Eis mais um motivo para se voltar a Paulo Francis. O que na prática é marcar ponto com um dos próceres de tudo isso que acontece no Brasil desde 2013, e sobretudo desde 2015, refiro-me ao filósofo Olavo de Carvalho[1]. A esfinge indecifrada pelos críticos tem seus referenciais. Paulo Francis é certamente um deles. Não que Olavo tenha sido seu discípulo. Não é isso. Mas ler um ajuda a compreender o outro. Sem contar que no final da vida os dois estreitaram algum laço, pelo menos é o que mostra o filósofo na dedicatória de O Imbecil Coletivo I [2]. Um gostava do outro. Uma pena a morte prematura de Paulo Francis, algo que entra na conta indireta de um desses nababescos executivos da Petrobras, chamada de Petrosauro por Francis – o documentário “Caro Francis” explica essa história. Enfim, o fato é que ele entrou no rol dos grandes brasileiros que se foram antes da hora, que poderiam ter ficado um pouco mais conosco, deixado um pouco mais, como lamentavelmente foi o caso de: Luís Camillo de Oliveira Neto (1904-1953) (líder no Manifesto dos Mineiros, um dos fundadores da UDN), assim como do seu irmão, o historiador João Camilo de Oliveira Torres (1915-1973), e ainda do brilhante sociólogo Alberto Guerreiro Ramos (1915-1982), ou do também baiano Glauber Rocha (1939-1981), nosso tresloucado e original cineasta.

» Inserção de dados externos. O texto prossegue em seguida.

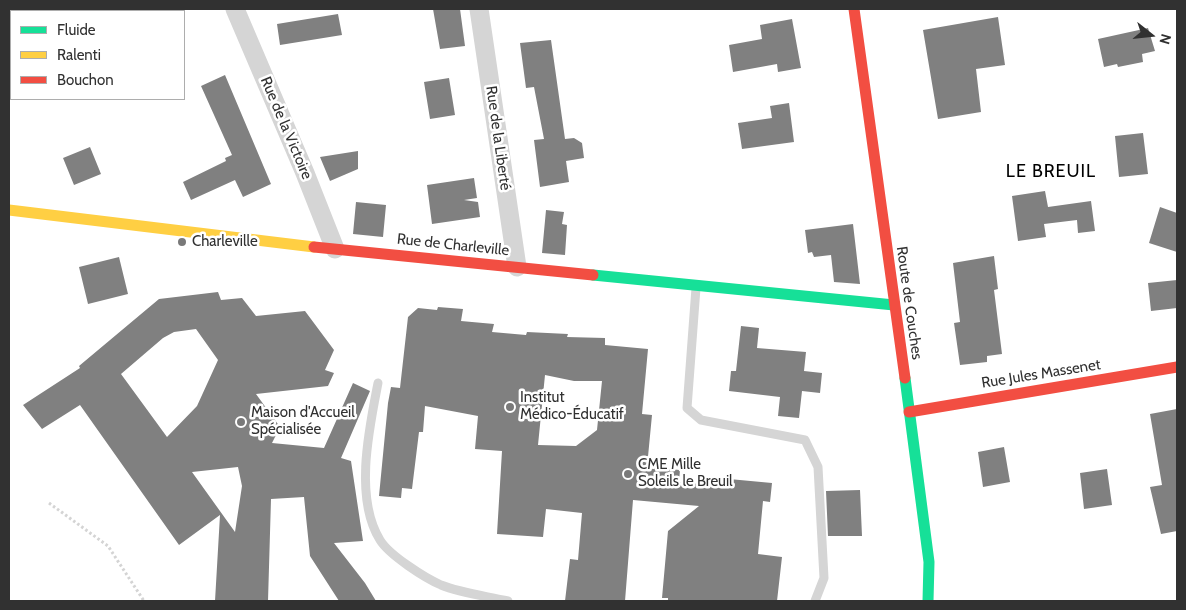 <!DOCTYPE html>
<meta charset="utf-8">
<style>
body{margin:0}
#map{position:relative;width:1186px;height:610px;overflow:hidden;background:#fff;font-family:Cabin,sans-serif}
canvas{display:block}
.frame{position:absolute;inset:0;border:10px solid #313131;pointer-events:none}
.legend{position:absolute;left:10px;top:10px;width:175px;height:90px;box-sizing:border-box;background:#fff;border:1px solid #adadad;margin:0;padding:6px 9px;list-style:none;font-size:15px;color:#313131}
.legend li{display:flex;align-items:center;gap:10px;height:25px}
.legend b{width:25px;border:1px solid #adadad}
.north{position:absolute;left:1126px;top:10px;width:50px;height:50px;-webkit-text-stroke:4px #fff;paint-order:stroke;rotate:106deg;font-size:14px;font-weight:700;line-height:20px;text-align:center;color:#313131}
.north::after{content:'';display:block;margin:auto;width:18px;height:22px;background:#313131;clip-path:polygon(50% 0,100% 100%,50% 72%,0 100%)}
</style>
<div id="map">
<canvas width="1186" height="610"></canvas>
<div class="frame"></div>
<ul class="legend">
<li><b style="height:6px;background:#16e098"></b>Fluide</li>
<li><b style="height:6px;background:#ffcf43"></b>Ralenti</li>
<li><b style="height:6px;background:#f24e42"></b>Bouchon</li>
</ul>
<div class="north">N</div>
</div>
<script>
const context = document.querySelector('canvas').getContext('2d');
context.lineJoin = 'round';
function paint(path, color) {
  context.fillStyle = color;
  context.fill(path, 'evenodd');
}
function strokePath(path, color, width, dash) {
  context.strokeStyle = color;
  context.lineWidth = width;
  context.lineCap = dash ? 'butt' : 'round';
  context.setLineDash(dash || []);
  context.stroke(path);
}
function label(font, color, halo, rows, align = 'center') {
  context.font = font + ' Cabin,sans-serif';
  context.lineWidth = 5;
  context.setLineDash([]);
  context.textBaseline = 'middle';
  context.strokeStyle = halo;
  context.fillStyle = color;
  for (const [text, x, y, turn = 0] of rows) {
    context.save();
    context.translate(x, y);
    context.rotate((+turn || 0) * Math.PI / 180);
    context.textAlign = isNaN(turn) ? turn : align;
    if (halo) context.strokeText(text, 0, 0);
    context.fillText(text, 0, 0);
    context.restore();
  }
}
paint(new Path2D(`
 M433 9H460L465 46 440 49Z
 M338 14 342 35 280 45 277 24Z
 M998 17 1005 65 976 69 981 112 938 119 923 30Z
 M792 19 801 68 778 72 777 64 733 72 729 45 762 39 760 25Z
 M1148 28 1155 51 1142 54 1143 62 1118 67 1117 64 1104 67 1098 39Z
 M551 40 565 139 574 138 582 143 584 158 566 161 569 182 540 187 534 140 544 139 534 87 526 88 520 43Z
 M225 75 271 184 243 197 235 180 191 200 183 182 226 161 225 158 232 155 201 86Z
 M449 78 455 115 430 119 424 82Z
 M789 103 794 142 742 149 738 123 772 118 770 106Z
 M1143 133 1148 174 1119 177 1115 136Z
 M90 147 101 174 74 185 63 158Z
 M358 151V169L330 181 320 157Z
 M474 178 477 198 464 200 478 202 480 217 432 224 427 185Z
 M1045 191 1048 207 1091 201 1095 231 1078 233 1077 220 1044 224 1046 237 1018 241 1012 196Z
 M356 202 386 205 383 237 353 234Z
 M1160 207 1177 213V252L1149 243Z
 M546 210 564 212 562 224 567 225 565 255 542 253Z
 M853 224 860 284 834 282 831 255 814 257 812 252 808 253 805 230Z
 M994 256 998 289 994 290 1002 354 987 356V362L960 365 954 323 960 322 953 263Z
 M119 257 128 294 88 304 79 267Z
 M1177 280V308L1151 311 1148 283Z
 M218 292 221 300 242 298 256 316 305 311 334 350 325 370 334 373 328 386 256 394 280 427 272 443 324 448 353 383 370 391 341 458 351 461 363 541 334 543 365 583 376 601H339L310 556 304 497 271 499 268 601H215L220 515 179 545 80 405 42 429 23 405 80 368 79 366 159 299ZM196 329 218 360 197 406 167 437 121 374 163 338 174 332ZM238 467 242 486 235 532 192 472Z
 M438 307 463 309 461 321 494 324 492 332 526 335 527 332 568 334 567 337 605 338V345L648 349 642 414 652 415 647 467 680 470 679 482 728 487 729 479 772 483 770 502 763 501 758 554 782 557 777 601H668V598H662L668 531 699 506 633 500 625 601H565L570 559 578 560 582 513 546 509 543 537 497 534 502 451 475 449 478 416 425 406 423 432H419L412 489 402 488 401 498 379 496 388 403 391 387 400 388 408 317 418 308 437 310ZM545 375 574 381H602L597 430 576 446 538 445Z
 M741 326 759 328 757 348 806 352 804 371 822 373 820 393 802 391 799 418 778 416 780 397 729 391 731 371H736Z
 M1177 409V531L1161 534 1150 487 1162 485 1150 414Z
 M1004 447 1010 482 983 487 978 452Z
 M1107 469 1112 505 1084 509 1080 473Z
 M860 490 862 536H828L826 491Z`), '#808080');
strokePath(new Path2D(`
 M49 503 108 546 144 601`), '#d4d4d4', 3, [2.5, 2.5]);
strokePath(new Path2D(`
 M696 288 687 408 701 420 805 440 818 467 824 578 815 601
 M378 383C369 429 354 498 380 540 389 555 425 578 441 585 461 593 486 596 508 601`), '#d5d5d5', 9);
strokePath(new Path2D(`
 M235 9 305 173 335 249
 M479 9 517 267`), '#d5d5d5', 19);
strokePath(new Path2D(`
 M593 275 894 305
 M905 378 929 562 928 601`), '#16e098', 11);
strokePath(new Path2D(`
 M9 210 314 247`), '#ffcf43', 11);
strokePath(new Path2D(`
 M854 9 905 378
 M314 247 593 275
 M909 412 1177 367`), '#f24e42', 11);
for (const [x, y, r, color] of [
 [182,242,5,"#797979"],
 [510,407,5,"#797979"],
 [241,422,5,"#797979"],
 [628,474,5,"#797979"]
]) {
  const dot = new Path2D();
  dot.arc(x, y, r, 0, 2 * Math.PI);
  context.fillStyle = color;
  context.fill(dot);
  strokePath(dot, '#fff', 2);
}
label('15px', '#313131', '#fff', [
 ["Rue de la Victoire",286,128,67],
 ["Rue de la Liberté",498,138,82],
 ["Rue de Charleville",453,245,6],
 ["Route de Couches",909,303,82],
 ["Rue Jules Massenet",1041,374,-9]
]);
label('15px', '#313131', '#fff', [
 ["Charleville",192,242],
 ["Institut",520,398],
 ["Médico-Éducatif",520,415],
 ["Maison d'Accueil",251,413],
 ["Spécialisée",251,430],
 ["CME Mille",638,465],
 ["Soleils le Breuil",638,482]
], 'left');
context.letterSpacing = '1px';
label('18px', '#000', '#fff', [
 ["LE BREUIL",1051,172]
]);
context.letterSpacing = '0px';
</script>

O que aprender com Paulo Francis, título deste artigo, poderia ser traduzido também como: – o que ler em Francis que também está em Olavo? Pois bem, vamos a pelo menos três marcas. A visão de mundo e do Brasil, o senso crítico sobre as ideologias e o destino fora (e dentro) do país.
“Mais Brasil, Menos Brasília”
Mesmo antes de sair do Brasil Olavo de Carvalho já identificava imensos absurdos tupiniquins, como o amor da classe letrada pelo banditismo – como no artigo “Bandidos & Letrados”. Outro caso é o de como somos sorridentes mesmo vivendo muito mal: brasileiro paga caro para morar, se endivida, se eterniza em aluguéis absurdos, e não tem o menor senso estético e harmônico nos bairros e cidades que reside. A arquitetura é um horror, falta beleza e senso de patrimônio histórico. É raro quando um brasileiro, de dentro para fora, identifica isso com tamanha clareza. Algo que num espelho fica mais fácil. Como acontece a partir da leitura do livro de Benjamin Moser, Autoimperialismo – três ensaios sobre o Brasil, que tornou isso translúcido.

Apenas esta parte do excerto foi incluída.